Exclude proof from the initial treatment. If you wish to include some proof, consider a proof of differentiation is linear, which is easier to understand and covers the same ideas.
single variable calculus class, review time provide more insight into subtleties and existential questions Review the rule while doing integration by parts (see product rule for differentiation#Reversal for integration)
Cover more subtleties/aspects of the rule at opportune moments, e.g., when covering vertical tangents and vertical cusps, when discussing one-sided differentiability, when discussing piecewise functions.
Cover the product rule when comparing with the product rule for differentiation of formal power series.
multivariable calculus class cover product rule for partial differentiation, product rule for differentation of dot product, etc.
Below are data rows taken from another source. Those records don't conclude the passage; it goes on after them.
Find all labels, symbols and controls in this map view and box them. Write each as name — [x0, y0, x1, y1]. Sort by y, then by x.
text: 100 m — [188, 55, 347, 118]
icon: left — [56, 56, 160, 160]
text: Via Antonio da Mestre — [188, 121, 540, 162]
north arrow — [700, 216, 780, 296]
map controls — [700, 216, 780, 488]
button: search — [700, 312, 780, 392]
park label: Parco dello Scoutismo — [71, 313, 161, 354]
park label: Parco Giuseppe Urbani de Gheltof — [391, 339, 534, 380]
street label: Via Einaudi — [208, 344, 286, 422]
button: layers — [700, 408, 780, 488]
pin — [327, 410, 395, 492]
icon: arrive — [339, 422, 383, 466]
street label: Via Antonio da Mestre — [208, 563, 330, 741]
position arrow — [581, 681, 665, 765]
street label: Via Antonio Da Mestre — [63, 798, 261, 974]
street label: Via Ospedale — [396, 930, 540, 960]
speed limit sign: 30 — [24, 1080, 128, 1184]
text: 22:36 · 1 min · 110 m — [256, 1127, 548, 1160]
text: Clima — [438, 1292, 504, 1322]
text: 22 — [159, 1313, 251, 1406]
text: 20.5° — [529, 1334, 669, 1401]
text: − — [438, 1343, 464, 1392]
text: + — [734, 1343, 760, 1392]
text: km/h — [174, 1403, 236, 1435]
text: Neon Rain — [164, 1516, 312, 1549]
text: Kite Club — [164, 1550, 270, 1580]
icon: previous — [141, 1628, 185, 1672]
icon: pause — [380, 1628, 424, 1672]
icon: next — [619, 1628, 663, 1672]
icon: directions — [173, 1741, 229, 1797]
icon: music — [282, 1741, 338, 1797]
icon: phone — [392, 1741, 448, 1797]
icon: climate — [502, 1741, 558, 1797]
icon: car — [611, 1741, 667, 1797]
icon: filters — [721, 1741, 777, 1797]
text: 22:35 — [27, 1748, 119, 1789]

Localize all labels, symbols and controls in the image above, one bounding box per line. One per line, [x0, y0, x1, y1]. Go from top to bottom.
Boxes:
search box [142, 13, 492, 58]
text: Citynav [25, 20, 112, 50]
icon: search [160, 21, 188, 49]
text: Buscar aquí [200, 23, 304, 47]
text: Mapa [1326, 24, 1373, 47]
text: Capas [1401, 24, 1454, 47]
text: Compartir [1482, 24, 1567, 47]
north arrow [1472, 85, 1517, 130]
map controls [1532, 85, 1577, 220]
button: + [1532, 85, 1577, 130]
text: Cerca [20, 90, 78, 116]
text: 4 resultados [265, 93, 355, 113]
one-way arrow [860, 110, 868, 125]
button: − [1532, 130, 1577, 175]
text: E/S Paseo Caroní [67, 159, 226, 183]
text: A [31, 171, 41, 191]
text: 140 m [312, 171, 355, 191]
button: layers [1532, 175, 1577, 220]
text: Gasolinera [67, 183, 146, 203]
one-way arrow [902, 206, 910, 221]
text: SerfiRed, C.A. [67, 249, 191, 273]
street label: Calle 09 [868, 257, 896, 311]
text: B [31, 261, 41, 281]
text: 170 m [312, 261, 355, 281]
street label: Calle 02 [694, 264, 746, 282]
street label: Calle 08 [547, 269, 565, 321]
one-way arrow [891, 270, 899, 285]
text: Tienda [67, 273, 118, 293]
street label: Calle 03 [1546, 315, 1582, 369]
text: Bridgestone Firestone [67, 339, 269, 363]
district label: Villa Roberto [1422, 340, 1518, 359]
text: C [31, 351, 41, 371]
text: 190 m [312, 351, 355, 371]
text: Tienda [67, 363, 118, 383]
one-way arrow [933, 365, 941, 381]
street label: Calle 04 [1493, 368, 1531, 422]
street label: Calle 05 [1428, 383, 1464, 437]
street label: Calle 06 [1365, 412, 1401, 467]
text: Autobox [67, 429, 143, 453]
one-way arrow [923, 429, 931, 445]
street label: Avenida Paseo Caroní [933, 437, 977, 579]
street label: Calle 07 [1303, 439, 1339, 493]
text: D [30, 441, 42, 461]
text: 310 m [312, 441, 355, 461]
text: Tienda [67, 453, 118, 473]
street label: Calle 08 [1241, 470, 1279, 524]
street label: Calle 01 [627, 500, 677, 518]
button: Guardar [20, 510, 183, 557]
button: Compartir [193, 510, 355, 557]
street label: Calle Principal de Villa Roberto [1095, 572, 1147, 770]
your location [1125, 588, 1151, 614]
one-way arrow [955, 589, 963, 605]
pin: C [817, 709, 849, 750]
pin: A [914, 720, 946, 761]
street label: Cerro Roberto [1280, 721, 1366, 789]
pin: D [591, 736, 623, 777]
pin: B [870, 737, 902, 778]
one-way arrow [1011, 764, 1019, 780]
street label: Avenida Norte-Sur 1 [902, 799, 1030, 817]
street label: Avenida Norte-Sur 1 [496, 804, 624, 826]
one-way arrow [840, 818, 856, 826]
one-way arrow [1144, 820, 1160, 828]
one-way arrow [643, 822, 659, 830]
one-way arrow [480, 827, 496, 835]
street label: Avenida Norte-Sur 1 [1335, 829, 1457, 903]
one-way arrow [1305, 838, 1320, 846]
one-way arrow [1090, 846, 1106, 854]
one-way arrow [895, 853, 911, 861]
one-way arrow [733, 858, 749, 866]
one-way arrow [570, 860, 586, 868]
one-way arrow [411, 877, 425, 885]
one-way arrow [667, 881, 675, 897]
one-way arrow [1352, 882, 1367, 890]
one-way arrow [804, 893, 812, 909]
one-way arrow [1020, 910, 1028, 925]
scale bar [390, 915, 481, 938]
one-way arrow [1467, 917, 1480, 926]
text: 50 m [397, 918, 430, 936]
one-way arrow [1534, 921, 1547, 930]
Emphasize key features of the product rule and which of them do and don't generalize to the multivariable calculus situation.
At a later stage in the class, consider covering the proof of product rule for differentiation using chain rule for partial differentiation.
single variable calculus class for math majors, with strong focus on proofs (including coming up with proofs oneself) Teach how one would prove it, how one would think of it, and how it fits in with the other rules. Use Mathmajor:Product rule for differentiation
Long version: cover one or more proof ideas. Start off with proof of product rule for differentiation using difference quotients.
Cover one or more of the topics: compatibility checks, multiple functions, one-sided versions, significance (qualitative/existential, computational feasibility, computational results)
After introducing the natural logarithm, consider the proof of product rule for differentiation using logarithmic differentiation.

### Independent learners

For self-directed learning, consider the following:

• First follow the coverage suggestions for the "high school calculus" version.
• Then, if you are highly interested in proof-based mathematics, skip directly to the "single variable calculus for math majors, with strong focus on proofs" version.
• Otherwise, continue to the more basic "single variable calculus (college class)" version, and if interested further, fill in the proof-related gaps later.

## Error types

Erroneous rule for $(f \cdot g)'$ Notes on this error
$f' \cdot g'$, i.e., the freshman product rule explicitly warn against this rule, both as a strong injunction and providing clear explanations for why it is not true (the product rule for differentiation page has details on why the freshman product rule does not make sense).
This can be overcome completely.
$f' \cdot g$ (or $f \cdot g'$), i.e., just one of the two terms of the product rule this is rarer but harder to overcome completely as it may occur as a result of attention loss during computation and not due to a fundamental conceptual misunderstanding. Attention to the form of answers (i.e., to remembering that product rules involve the sum of two terms, so if the answer doesn't look like that, then you may have missed something) helps.
differentiation by parts, trying to do integration by parts for differentiating a product This is a rare error, and is likely to occur only if the person has been doing too much integration in the recent past. More attentiveness is the best bet against this.